- _Assignment_:
All records are to be restated word for word, with pictures excluded.

- _Input data_:
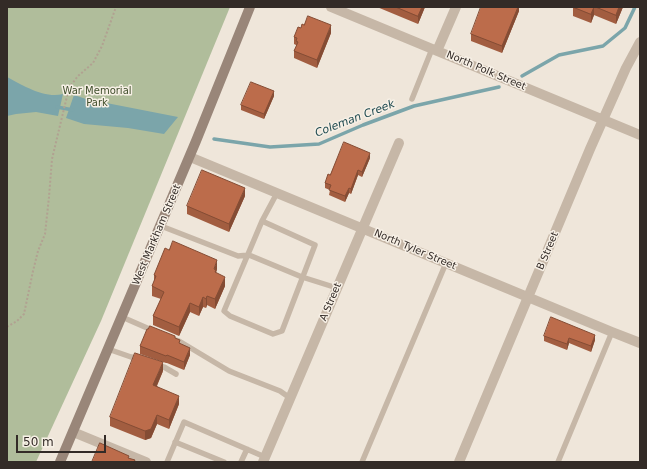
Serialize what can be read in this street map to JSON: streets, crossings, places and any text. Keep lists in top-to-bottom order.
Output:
{
  "streets": {
    "main road": ["West Markham Street"],
    "street": [
      "North Polk Street",
      "North Tyler Street",
      "B Street",
      "A Street"
    ]
  },
  "crossings": [
    ["North Polk Street", "B Street"],
    ["West Markham Street", "North Tyler Street"],
    ["North Tyler Street", "B Street"],
    ["North Tyler Street", "A Street"]
  ],
  "water": ["Coleman Creek"],
  "parks": ["War Memorial Park"],
  "scale_bar": "50 m"
}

- _The completed task_:
Serialize what can be read in this street map to JSON: streets, crossings, places and any text. Keep lists in top-to-bottom order.
Output:
{
  "streets": {
    "main road": ["West Markham Street"],
    "street": [
      "North Polk Street",
      "North Tyler Street",
      "B Street",
      "A Street"
    ]
  },
  "crossings": [
    ["North Polk Street", "B Street"],
    ["West Markham Street", "North Tyler Street"],
    ["North Tyler Street", "B Street"],
    ["North Tyler Street", "A Street"]
  ],
  "water": ["Coleman Creek"],
  "parks": ["War Memorial Park"],
  "scale_bar": "50 m"
}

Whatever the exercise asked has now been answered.